Nuria Curbelo-Bermudez

Student NameNuria Curbelo-Bermudez
Faculty Mentor NameLeonardo Ferreira
CollegeCollege of Health and Human Performance
MajorApplied Physiology and Kinesiology
MinorDisabilities in Society
Research InterestsMuscle Physiology, Heart Failure,
Academic AwardsPresident’s Honor Role, Dean’s List, University Scholars Program 2020
OrganizationsU Matter, We Care Ambassador, College of Health and Human Performance Ambassador
Hobbies and InterestsPhotography, Volunteering, Fitness, Traveling, Nature

Research Project

Preventing Diaphragm Atrophy in Heart Failure with Reduced Ejection Fraction?

Heart failure with reduced ejection fraction (HFrEF) is an increasing epidemic that impacts millions of individuals worldwide. Each year there are half a million new cases reported in the United States alone. HFrEF is a prevalent and significant problem that affects multiple areas in the body such as breathing. This disorder leads to inspiratory implications such as difficulty or labored breathing (dyspnea), pulmonary congestion, and exercise intolerance. A primary source of these symptoms is diaphragm atrophy, a reduction in muscle fiber size. Diaphragm muscle weakness and atrophy are well documented in patients and animal models of HFrEF and, as the primary inspiratory muscle, diaphragm abnormalities contribute to inspiratory dysfunction.
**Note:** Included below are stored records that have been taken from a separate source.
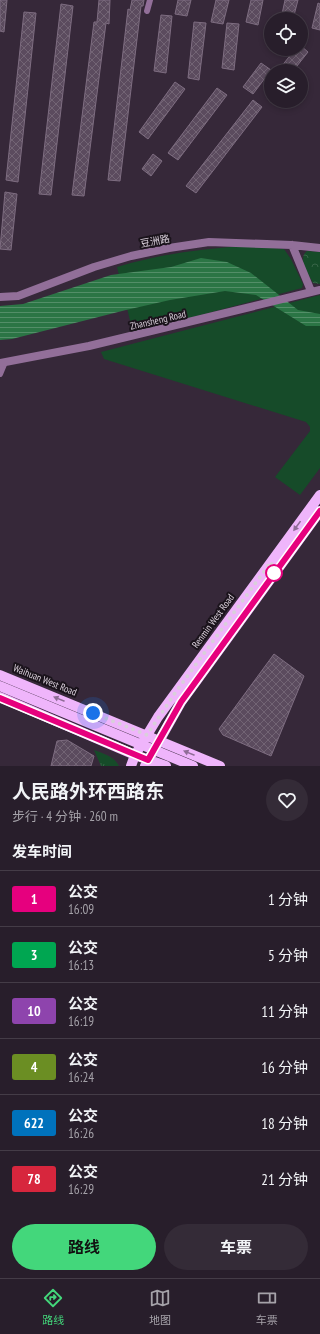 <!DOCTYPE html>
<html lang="zh">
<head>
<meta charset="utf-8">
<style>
	:root { --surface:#281e2b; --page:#342b37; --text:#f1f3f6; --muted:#a5a2a9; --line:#443c47; --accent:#43d77b }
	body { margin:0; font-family:"PT Sans Narrow","Noto Sans SC",sans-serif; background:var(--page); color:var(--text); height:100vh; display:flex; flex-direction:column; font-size:15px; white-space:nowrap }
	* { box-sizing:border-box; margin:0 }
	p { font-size:13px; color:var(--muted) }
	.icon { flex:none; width:22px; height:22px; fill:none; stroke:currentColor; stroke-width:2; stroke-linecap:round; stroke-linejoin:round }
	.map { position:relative; height:766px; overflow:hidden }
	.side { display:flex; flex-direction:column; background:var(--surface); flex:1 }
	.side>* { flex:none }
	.badge { padding:0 8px; border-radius:3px; font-size:14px; line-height:26px }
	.fabs { position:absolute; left:264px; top:12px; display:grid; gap:8px }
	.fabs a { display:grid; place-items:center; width:44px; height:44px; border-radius:50%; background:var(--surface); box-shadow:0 2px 6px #0003,0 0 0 1px var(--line); font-size:20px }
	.you { position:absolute; width:20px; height:20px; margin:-10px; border:3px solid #fff; border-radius:50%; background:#1a73e8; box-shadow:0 0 0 6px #1a73e833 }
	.map>.badge { position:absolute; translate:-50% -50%; box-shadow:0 0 0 2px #fff }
	h2 { padding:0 12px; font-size:15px; line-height:36px }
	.round { display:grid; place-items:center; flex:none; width:42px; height:42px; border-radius:21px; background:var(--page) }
	.headline { display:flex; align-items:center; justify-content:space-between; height:68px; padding:0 12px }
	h1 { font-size:19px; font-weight:700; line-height:30px }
	.cta { display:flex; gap:8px; margin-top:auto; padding:8px 12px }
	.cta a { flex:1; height:46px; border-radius:24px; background:var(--accent); color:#111; font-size:16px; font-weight:700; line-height:46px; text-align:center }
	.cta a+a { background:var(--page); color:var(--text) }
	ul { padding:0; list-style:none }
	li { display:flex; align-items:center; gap:12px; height:56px; padding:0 12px; border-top:1px solid var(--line) }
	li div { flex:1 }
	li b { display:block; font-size:15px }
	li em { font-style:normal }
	li .badge { min-width:44px; font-weight:700; text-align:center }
	.tab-bar { display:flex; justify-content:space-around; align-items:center; height:56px; border-top:1px solid var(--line); background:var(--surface); font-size:11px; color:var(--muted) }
	.tab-bar a { display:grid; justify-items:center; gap:2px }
	.tab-bar .selected { color:var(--accent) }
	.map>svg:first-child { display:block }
	.grass { fill:url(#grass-tufts) }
	.forest { fill:url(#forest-crowns) }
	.park { fill:#164b29 }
	.water { fill:url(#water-rules) }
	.building { fill:url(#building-cross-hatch); stroke:#7e6d81 }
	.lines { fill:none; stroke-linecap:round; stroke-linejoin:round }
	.minor { stroke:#926f99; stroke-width:6 }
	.tertiary { stroke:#926f99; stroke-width:8 }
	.primary { stroke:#efb5fb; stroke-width:10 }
	.primary-bridge { stroke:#efb5fb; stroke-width:10 }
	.oneway { fill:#8f6c96 }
	.line-casing { stroke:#fff; stroke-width:9 }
	.line { stroke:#e6007e; stroke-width:6 }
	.walk { stroke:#d9cfda; stroke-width:4; stroke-dasharray:0 7.2 }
	.stop-dot { fill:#fff; stroke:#e6007e; stroke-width:2 }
	.labels { text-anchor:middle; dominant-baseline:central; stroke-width:4; stroke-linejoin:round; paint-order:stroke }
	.street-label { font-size:10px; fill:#d9cfda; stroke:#1a131b }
</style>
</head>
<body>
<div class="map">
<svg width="320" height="766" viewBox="0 0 320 766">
	<defs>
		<pattern id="grass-tufts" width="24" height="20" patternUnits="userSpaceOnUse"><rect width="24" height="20" fill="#164b29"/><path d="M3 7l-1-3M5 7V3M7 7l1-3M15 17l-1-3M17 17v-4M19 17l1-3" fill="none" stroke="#376447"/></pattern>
		<pattern id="forest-crowns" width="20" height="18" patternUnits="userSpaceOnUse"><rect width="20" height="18" fill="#164b29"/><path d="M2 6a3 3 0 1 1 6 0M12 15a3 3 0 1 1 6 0" fill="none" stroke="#376447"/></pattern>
		<pattern id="water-rules" width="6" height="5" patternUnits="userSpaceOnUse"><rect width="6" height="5" fill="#2b7545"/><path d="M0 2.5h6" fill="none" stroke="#538e68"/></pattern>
		<pattern id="building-cross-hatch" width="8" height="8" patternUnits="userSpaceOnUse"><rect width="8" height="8" fill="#5b4b5e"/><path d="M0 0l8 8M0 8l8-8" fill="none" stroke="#726474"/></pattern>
	</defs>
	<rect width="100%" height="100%" fill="#362839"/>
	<!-- grass -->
	<path class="grass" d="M94,750C104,754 114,756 119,766H101Z"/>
	<!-- forest -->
	<path class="forest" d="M307,251L320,252V284L313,283C308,273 297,259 307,251Z"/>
	<!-- park -->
	<path class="park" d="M249,246L284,249L291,259L303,284L302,288L133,333L117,267C160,254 204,248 249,246Z
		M320,295V468L300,495L275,477L310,431V427L306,422L104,359L101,352Z"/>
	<!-- water -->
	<path class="water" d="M201,258L227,262L251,273L298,310L320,314V326H306L256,295L225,291L170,300L126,310L12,339L0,340V306L23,304L111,275L171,267Z"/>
	<!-- building -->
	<path class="building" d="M0,0H7L4,32L0,31Z
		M99,0H110L109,24L106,23L84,196L72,195L94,22H97Z
		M132,0H144L143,6H141L120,181L108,180L128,9L130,10Z
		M178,0H191L187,16L175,14Z
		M216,0H229L223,24L211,22Z
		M251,0H263L258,25L246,22Z
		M285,0H298L293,19H281Z
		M318,3L320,4V30L312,28Z
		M61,4L73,6L51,195L39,194Z
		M24,12L36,13L18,182L6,180Z
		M161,15L172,16L166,73L154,71Z
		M194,22L206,23L199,80L188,78Z
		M227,23L239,24L234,70L222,68Z
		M301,46L308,52L293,71H278L295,49H301Z
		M261,63L271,70L253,94L243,87Z
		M175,82L185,89L148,139L139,132Z
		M217,88L227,95L178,160L168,153Z
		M253,100L262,107L196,193L186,186Z
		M153,154L162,161L151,176L142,169Z
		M5,192L17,194L11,250L0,249Z
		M274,654L304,676L271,756L223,735L219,729Z
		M67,740L94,756L91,766H51L57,741Z"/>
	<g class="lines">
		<!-- minor -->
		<path class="minor" d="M147,11L150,0
			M0,374L5,362"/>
		<!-- tertiary -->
		<path class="tertiary" d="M292,245L311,291
			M0,297L18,296L94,267L131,256L169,248L209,242L292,245L320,248
			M0,363L89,346L320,290"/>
		<!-- primary -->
		<path class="primary" d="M0,675L220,766
			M0,697L135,755L166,766
			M131,766L135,755L158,717L320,495
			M145,766L181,702L320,511"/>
		<!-- primary-bridge -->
		<path class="primary-bridge" d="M0,686L193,766"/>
	</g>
	<!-- one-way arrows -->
	<defs><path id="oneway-solid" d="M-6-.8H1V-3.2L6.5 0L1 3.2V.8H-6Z"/></defs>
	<g class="oneway">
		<use href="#oneway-solid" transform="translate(297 526) rotate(126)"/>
		<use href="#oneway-solid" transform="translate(59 699) rotate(-158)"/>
		<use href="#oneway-solid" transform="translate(189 753) rotate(-158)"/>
	</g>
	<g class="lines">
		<defs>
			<path id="line" d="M0,698L148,760L181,702L320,511"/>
		</defs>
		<!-- line casing -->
		<use href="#line" class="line-casing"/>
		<!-- line -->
		<use href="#line" class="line"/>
		<!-- walk -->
		<path class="walk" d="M93,713L147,735L175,693L271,562L274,573"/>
	</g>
	<!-- markers -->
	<circle class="stop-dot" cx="274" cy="573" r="8"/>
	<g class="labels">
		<!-- street labels -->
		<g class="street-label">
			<text transform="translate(155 241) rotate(-11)">豆洲路</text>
			<text transform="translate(158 320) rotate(-13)">Zhansheng Road</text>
			<text transform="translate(213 621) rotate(-54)">Renmin West Road</text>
			<text transform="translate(45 680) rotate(22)">Waihuan West Road</text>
		</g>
	</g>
</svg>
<div class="fabs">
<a><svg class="icon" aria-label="locate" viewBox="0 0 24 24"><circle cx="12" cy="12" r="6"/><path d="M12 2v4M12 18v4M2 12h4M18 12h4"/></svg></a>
<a><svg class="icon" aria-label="layers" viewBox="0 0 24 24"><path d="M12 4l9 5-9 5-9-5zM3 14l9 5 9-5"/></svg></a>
</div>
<div class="you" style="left:93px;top:713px"></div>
</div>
<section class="side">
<div class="headline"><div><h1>人民路外环西路东</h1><p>步行 · 4 分钟 · 260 m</p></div><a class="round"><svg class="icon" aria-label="heart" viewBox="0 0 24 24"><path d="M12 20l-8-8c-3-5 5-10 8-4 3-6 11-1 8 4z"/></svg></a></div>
<h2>发车时间</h2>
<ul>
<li><span class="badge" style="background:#e6007e;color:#fff">1</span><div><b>公交</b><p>16:09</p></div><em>1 分钟</em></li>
<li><span class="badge" style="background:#00a651;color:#fff">3</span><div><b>公交</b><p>16:13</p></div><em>5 分钟</em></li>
<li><span class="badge" style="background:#8e44ad;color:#fff">10</span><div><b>公交</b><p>16:19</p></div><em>11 分钟</em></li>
<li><span class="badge" style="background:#6b8e23;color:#fff">4</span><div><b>公交</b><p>16:24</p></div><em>16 分钟</em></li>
<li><span class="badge" style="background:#0072bc;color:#fff">622</span><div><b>公交</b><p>16:26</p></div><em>18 分钟</em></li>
<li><span class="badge" style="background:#d7263d;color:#fff">78</span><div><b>公交</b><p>16:29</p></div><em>21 分钟</em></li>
</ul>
<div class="cta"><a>路线</a><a>车票</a></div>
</section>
<nav class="tab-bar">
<a class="selected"><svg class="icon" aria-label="directions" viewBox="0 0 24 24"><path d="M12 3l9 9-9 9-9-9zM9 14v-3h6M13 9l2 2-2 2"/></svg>路线</a>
<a><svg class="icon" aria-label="map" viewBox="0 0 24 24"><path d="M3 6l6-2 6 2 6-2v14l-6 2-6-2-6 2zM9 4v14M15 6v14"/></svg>地图</a>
<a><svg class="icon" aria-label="tickets" viewBox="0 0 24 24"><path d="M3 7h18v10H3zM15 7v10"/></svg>车票</a>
</nav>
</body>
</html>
Although we know that heart failure leads to these life-threatening complications, the main causes are poorly understood.
Previous studies have shown that there are increased markers of reactive oxygen species (ROS) and oxidative stress in diaphragm samples from patients with HFrEF. High levels of ROS cause redox imbalance that can trigger diaphragm muscle atrophy leading to weakness. NADPH Oxidases (Nox) are a highly implicated source of the oxidative stress leading to atrophy, specifically the Nox2 isoform. Nox2 and its organizer subunit are heightened in the diaphragm of patients with HFrEF. I hypothesize that knocking out Nox2 will prevent excessive oxidative stress and diaphragm fiber atrophy in an animal model of HFrEF. To this end, I will investigate relative fiber type distribution and fiber cross sectional area of diaphragm muscle from an animal model in which Nox2 has been genetically knocked out from skeletal muscle. Furthermore, additional molecular mediators of atrophy will be tested for via western blot and real time PCR. This intervention aims to unveil mechanisms linking oxidative stress and diaphragm atrophy in HFrEF. Due to the high prevelence, morbidity, and mortality of HFrEF, there is a pressing need to comprehend underlying mechanisms leading to inspiratory dysfunction to improve patients’ overall quality of life and diminish morbidty and mortality.